WHAT YOU WILL DO>
Your answer must be the lines of the material below, exactly as written, from its first line through the line with "position:absolute; display:grid; place-items:center;", and no pictures.
(INPUT)
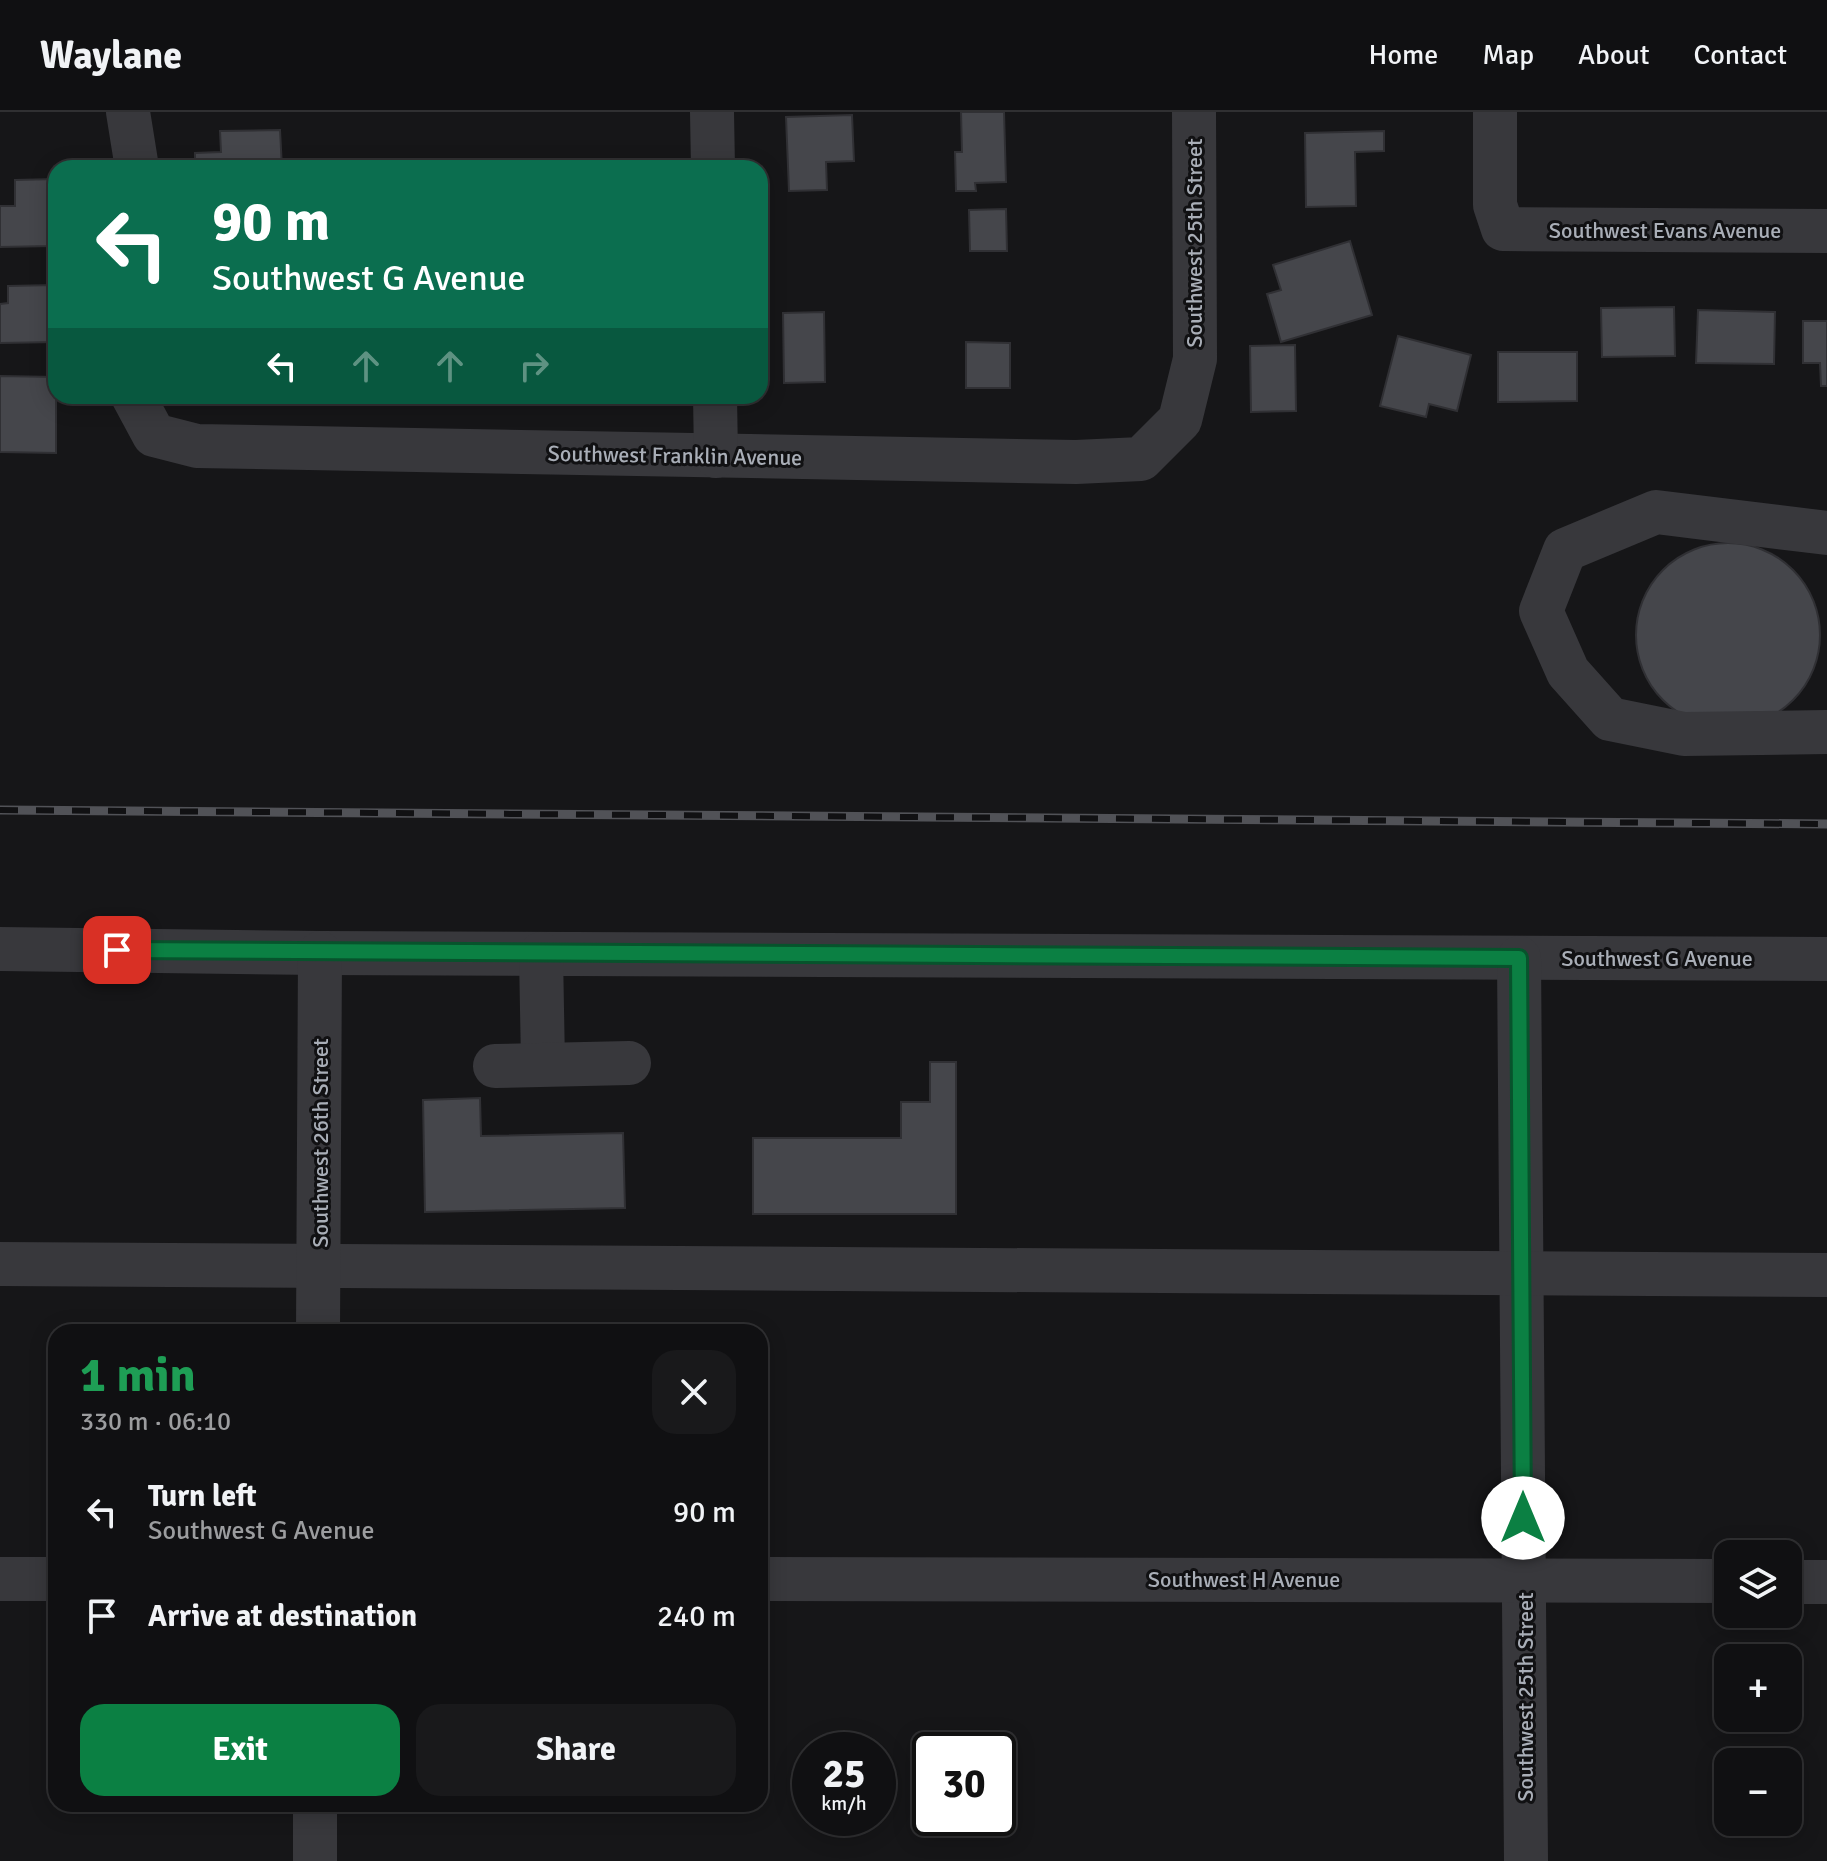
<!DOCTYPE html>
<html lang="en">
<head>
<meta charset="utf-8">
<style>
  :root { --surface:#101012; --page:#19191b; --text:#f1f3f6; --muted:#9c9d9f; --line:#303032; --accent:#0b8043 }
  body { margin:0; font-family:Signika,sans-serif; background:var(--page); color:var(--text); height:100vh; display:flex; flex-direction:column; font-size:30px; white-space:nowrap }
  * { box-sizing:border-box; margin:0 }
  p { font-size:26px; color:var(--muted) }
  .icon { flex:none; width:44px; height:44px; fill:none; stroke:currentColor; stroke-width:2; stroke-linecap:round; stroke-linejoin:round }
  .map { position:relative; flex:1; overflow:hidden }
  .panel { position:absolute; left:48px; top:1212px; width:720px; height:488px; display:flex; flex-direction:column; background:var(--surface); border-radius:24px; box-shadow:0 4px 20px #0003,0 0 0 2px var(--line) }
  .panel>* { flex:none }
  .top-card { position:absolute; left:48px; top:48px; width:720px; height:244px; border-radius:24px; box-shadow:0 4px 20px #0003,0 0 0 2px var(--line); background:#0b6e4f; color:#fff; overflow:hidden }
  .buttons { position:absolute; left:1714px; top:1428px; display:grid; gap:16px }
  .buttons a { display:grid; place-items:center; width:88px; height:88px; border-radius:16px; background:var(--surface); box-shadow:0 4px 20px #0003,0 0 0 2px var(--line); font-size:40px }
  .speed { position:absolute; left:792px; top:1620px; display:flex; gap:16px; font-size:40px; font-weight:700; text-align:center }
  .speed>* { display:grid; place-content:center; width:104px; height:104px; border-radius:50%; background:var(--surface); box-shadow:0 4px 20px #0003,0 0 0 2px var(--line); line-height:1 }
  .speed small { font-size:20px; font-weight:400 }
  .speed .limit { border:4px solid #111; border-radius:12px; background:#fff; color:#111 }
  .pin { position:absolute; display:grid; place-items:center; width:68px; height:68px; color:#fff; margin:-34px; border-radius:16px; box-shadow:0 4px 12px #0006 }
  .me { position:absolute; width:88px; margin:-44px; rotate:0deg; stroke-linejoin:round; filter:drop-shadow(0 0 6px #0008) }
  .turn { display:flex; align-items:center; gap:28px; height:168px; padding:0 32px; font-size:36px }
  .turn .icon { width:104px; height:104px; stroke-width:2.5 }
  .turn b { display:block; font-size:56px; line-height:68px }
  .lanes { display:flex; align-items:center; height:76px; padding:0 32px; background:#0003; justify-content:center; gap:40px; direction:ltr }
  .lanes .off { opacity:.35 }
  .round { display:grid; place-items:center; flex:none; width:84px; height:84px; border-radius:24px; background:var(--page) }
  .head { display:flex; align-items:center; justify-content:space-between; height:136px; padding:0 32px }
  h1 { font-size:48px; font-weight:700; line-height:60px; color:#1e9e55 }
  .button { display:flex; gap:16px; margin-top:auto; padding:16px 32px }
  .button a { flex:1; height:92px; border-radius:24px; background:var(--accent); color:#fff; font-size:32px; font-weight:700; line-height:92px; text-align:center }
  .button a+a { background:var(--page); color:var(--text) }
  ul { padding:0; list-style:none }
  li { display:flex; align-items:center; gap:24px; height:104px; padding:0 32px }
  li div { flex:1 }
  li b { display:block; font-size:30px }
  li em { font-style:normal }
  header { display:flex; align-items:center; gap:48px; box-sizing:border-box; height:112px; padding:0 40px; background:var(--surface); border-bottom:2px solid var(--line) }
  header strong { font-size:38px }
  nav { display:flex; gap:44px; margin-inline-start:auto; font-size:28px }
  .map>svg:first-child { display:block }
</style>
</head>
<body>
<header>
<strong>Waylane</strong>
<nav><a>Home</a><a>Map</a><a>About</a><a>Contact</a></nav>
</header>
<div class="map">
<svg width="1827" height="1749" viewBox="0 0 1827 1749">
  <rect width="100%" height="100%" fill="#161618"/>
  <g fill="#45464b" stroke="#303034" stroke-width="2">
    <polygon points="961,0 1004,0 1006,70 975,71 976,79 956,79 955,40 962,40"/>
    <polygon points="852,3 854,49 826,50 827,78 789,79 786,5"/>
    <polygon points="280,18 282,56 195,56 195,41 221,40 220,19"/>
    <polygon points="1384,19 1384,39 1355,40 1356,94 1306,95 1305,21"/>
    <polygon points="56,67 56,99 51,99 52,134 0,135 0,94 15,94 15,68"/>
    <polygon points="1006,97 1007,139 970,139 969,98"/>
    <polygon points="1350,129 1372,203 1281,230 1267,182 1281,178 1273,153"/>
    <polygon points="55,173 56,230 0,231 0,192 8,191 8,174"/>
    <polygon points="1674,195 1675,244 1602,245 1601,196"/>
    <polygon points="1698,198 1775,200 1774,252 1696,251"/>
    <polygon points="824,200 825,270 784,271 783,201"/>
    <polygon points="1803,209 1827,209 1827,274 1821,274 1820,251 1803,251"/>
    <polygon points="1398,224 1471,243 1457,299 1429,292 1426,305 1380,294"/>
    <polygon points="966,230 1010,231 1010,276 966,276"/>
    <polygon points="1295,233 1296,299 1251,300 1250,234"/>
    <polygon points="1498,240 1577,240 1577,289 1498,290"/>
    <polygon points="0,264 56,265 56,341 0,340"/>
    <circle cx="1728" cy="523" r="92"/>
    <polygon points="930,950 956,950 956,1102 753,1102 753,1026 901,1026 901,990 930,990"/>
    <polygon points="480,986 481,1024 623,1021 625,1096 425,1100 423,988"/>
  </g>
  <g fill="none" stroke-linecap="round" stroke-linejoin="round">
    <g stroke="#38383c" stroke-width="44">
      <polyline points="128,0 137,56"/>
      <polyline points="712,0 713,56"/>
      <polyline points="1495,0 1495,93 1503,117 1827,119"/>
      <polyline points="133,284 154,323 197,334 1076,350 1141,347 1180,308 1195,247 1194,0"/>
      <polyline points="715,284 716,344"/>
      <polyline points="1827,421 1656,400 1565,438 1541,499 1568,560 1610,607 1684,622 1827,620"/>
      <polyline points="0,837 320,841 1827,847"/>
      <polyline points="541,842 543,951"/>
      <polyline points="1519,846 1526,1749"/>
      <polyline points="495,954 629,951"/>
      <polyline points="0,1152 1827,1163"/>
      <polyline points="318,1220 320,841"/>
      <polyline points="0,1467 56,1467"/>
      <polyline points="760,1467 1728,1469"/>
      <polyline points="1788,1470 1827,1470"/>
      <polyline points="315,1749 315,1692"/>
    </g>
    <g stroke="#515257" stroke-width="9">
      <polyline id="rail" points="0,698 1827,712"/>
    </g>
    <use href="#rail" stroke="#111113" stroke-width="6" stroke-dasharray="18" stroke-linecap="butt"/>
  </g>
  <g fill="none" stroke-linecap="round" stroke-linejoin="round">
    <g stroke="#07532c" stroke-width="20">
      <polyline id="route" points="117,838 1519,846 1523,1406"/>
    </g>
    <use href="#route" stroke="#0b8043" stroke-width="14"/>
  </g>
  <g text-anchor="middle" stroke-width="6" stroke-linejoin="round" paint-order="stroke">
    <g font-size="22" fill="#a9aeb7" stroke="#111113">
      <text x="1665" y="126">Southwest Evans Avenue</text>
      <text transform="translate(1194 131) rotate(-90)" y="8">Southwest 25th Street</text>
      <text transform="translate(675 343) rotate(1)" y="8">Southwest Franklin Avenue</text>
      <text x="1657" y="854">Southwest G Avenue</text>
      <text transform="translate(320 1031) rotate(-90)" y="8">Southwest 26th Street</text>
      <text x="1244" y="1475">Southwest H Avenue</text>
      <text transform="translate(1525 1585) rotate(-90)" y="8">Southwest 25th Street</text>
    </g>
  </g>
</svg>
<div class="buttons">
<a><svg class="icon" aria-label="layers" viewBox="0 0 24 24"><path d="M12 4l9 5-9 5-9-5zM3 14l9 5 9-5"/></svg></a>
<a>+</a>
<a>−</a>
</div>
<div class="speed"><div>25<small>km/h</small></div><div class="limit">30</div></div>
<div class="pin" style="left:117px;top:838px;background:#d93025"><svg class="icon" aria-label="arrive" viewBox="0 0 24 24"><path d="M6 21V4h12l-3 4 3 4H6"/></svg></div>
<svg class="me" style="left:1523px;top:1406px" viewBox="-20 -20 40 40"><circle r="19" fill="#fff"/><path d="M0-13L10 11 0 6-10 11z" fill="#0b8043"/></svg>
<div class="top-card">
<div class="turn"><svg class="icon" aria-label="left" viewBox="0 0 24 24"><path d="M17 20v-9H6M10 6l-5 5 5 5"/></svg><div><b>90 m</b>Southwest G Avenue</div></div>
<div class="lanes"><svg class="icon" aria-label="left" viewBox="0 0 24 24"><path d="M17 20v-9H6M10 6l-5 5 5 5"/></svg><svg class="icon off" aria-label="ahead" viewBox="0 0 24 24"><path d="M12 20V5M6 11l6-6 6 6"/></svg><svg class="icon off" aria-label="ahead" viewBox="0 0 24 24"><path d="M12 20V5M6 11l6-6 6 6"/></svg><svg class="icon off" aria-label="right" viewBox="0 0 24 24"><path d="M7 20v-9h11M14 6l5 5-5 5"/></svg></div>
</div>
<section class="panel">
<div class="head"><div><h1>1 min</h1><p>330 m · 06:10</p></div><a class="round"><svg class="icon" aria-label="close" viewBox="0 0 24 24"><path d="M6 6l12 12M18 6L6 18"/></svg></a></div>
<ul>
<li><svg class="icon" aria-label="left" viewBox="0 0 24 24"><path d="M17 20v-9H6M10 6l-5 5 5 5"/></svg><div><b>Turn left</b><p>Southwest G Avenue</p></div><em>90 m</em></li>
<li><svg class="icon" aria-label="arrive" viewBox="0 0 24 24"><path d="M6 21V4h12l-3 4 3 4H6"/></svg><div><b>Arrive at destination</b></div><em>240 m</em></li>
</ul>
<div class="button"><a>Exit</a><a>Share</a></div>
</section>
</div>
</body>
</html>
(End INPUT)
RESULT BELOW>
<!DOCTYPE html>
<html lang="en">
<head>
<meta charset="utf-8">
<style>
  :root { --surface:#101012; --page:#19191b; --text:#f1f3f6; --muted:#9c9d9f; --line:#303032; --accent:#0b8043 }
  body { margin:0; font-family:Signika,sans-serif; background:var(--page); color:var(--text); height:100vh; display:flex; flex-direction:column; font-size:30px; white-space:nowrap }
  * { box-sizing:border-box; margin:0 }
  p { font-size:26px; color:var(--muted) }
  .icon { flex:none; width:44px; height:44px; fill:none; stroke:currentColor; stroke-width:2; stroke-linecap:round; stroke-linejoin:round }
  .map { position:relative; flex:1; overflow:hidden }
  .panel { position:absolute; left:48px; top:1212px; width:720px; height:488px; display:flex; flex-direction:column; background:var(--surface); border-radius:24px; box-shadow:0 4px 20px #0003,0 0 0 2px var(--line) }
  .panel>* { flex:none }
  .top-card { position:absolute; left:48px; top:48px; width:720px; height:244px; border-radius:24px; box-shadow:0 4px 20px #0003,0 0 0 2px var(--line); background:#0b6e4f; color:#fff; overflow:hidden }
  .buttons { position:absolute; left:1714px; top:1428px; display:grid; gap:16px }
  .buttons a { display:grid; place-items:center; width:88px; height:88px; border-radius:16px; background:var(--surface); box-shadow:0 4px 20px #0003,0 0 0 2px var(--line); font-size:40px }
  .speed { position:absolute; left:792px; top:1620px; display:flex; gap:16px; font-size:40px; font-weight:700; text-align:center }
  .speed>* { display:grid; place-content:center; width:104px; height:104px; border-radius:50%; background:var(--surface); box-shadow:0 4px 20px #0003,0 0 0 2px var(--line); line-height:1 }
  .speed small { font-size:20px; font-weight:400 }
  .speed .limit { border:4px solid #111; border-radius:12px; background:#fff; color:#111 }
  .pin { position:absolute; display:grid; place-items:center; width:68px; height:68px; color:#fff; margin:-34px; border-radius:16px; box-shadow:0 4px 12px #0006 }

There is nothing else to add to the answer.